● **Requirement**: Below are some records. Count the lines with "halo" in them and give nothing but the total.

● **Records shown**:
=====
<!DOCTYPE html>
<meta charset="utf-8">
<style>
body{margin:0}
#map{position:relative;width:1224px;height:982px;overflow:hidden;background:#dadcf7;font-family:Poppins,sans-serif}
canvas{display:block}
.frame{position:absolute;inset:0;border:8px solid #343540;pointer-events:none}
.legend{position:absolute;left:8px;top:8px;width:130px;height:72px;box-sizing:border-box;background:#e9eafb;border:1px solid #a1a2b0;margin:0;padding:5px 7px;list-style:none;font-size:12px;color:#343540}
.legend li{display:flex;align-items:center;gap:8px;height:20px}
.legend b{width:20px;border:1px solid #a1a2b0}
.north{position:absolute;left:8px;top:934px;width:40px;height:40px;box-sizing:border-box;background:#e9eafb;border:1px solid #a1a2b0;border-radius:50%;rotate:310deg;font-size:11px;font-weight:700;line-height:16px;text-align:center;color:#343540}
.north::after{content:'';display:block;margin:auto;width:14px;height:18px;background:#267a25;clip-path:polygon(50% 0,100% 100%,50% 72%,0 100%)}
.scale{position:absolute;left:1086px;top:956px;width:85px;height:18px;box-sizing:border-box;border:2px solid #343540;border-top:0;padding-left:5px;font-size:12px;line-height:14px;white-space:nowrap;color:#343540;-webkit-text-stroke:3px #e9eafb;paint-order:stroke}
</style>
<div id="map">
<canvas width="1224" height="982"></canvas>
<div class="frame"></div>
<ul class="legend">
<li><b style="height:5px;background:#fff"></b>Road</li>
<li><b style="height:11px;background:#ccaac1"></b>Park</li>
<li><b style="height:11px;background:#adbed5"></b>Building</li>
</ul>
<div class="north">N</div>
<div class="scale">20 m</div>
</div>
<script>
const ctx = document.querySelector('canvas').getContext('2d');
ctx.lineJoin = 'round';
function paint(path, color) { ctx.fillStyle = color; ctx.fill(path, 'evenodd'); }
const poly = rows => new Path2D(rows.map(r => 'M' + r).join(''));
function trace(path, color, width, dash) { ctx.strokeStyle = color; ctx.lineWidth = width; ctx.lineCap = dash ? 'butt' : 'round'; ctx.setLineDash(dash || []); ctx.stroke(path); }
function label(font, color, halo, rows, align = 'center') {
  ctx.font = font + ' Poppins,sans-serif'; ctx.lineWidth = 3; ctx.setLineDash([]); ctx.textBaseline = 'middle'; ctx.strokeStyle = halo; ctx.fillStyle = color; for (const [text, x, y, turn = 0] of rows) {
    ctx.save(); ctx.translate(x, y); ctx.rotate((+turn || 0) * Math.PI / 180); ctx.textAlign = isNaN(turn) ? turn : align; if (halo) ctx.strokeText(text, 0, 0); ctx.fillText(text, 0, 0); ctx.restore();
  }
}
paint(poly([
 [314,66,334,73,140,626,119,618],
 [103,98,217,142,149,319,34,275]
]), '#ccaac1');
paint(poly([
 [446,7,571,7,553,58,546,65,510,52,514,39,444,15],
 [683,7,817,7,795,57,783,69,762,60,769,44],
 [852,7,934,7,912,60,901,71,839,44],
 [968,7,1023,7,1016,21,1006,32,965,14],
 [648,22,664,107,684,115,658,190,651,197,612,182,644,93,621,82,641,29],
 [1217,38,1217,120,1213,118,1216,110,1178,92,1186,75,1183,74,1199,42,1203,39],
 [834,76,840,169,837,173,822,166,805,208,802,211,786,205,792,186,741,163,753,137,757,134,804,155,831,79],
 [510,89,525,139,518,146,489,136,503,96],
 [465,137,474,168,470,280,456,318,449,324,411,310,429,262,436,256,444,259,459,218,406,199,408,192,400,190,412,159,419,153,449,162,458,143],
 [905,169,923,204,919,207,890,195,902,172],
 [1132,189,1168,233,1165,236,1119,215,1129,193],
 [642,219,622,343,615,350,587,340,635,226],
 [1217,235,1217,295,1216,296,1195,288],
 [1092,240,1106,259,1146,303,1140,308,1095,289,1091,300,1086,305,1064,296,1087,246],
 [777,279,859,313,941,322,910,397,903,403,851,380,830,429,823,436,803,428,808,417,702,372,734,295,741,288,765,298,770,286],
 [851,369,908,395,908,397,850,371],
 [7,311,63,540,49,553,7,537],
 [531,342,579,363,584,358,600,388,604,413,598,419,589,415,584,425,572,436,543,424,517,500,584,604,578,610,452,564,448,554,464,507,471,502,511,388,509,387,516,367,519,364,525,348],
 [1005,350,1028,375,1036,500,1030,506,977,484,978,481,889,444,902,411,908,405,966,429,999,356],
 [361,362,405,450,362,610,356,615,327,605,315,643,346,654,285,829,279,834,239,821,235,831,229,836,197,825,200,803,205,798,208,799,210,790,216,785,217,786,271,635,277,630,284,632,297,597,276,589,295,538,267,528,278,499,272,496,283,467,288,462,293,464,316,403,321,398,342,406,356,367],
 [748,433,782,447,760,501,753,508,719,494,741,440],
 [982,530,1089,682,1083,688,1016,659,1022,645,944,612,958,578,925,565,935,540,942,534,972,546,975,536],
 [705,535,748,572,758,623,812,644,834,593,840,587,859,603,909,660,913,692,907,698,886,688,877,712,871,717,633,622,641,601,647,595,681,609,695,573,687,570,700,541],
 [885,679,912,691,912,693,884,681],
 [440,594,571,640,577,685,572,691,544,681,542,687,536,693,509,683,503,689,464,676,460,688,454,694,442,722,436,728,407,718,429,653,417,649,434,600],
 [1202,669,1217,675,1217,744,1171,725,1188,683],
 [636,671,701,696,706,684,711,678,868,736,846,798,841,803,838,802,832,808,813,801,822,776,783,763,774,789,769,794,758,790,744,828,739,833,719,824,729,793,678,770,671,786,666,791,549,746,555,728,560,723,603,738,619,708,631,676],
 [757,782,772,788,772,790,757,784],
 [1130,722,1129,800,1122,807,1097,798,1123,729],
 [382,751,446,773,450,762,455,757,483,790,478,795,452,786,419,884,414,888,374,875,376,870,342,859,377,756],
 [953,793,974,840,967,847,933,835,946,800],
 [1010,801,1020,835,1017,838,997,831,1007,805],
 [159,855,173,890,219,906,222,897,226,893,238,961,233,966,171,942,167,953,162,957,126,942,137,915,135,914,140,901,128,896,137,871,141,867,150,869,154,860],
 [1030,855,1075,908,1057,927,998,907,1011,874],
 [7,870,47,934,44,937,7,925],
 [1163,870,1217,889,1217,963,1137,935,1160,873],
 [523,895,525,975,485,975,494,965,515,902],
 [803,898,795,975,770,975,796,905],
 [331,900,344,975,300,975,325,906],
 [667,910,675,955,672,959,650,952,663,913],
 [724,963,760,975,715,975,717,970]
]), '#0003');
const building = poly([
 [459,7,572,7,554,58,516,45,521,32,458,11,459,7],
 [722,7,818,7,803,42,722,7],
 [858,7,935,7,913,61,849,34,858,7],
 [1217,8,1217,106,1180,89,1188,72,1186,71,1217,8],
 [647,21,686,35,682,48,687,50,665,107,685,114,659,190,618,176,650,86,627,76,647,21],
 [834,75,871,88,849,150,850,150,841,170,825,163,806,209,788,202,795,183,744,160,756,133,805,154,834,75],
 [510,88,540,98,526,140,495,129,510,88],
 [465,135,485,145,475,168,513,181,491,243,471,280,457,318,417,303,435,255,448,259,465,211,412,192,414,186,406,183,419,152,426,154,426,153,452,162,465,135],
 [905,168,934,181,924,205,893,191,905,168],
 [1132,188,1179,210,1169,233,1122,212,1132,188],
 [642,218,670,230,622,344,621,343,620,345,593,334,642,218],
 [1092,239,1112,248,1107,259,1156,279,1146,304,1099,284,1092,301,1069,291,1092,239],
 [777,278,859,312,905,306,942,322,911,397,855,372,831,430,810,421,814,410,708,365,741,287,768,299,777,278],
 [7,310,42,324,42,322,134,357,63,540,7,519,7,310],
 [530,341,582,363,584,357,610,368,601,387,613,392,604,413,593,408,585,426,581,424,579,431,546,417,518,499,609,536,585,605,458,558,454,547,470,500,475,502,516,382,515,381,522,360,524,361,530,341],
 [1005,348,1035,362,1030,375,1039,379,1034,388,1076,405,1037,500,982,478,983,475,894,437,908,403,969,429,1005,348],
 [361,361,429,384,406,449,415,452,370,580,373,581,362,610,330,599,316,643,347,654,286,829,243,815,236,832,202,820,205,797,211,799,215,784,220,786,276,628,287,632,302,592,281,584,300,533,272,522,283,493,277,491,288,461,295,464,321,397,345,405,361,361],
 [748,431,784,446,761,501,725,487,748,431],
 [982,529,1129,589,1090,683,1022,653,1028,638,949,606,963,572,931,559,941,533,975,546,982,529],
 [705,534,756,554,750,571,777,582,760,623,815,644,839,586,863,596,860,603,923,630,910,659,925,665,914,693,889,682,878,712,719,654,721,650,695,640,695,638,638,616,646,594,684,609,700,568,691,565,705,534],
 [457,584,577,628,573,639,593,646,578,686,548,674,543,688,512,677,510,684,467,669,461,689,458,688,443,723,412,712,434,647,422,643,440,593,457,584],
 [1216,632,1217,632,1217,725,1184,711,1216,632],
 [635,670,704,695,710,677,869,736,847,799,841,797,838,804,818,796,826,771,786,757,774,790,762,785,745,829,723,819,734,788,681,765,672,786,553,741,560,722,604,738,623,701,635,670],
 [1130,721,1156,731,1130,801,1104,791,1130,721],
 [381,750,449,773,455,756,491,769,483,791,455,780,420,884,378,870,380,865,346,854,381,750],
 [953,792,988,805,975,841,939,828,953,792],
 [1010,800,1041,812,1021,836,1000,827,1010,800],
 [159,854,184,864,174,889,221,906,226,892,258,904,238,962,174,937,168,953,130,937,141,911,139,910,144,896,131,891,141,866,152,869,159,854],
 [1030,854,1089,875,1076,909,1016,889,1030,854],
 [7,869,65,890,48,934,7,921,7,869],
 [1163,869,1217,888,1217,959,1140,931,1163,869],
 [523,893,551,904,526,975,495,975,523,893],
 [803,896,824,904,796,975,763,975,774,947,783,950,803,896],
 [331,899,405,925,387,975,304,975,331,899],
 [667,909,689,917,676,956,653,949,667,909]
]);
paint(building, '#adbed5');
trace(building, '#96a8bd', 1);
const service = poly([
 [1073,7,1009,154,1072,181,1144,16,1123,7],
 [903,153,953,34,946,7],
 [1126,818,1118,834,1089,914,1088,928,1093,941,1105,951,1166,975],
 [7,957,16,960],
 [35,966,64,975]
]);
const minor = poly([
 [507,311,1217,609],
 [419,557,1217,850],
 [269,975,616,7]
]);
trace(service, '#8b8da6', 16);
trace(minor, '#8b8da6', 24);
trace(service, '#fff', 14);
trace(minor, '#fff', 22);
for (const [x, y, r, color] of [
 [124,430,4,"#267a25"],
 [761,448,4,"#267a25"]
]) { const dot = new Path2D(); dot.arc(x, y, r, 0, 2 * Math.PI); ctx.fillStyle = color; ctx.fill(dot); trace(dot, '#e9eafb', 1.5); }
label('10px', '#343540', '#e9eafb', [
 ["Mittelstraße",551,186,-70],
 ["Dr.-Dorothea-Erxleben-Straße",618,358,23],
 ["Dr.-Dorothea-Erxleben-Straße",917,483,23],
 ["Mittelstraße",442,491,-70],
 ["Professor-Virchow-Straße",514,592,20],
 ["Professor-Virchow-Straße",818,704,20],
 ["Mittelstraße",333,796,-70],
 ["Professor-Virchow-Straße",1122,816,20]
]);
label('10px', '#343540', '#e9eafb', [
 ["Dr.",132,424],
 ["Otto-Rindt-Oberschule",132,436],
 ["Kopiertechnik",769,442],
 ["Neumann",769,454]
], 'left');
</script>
=====
● **Expected answer**: 3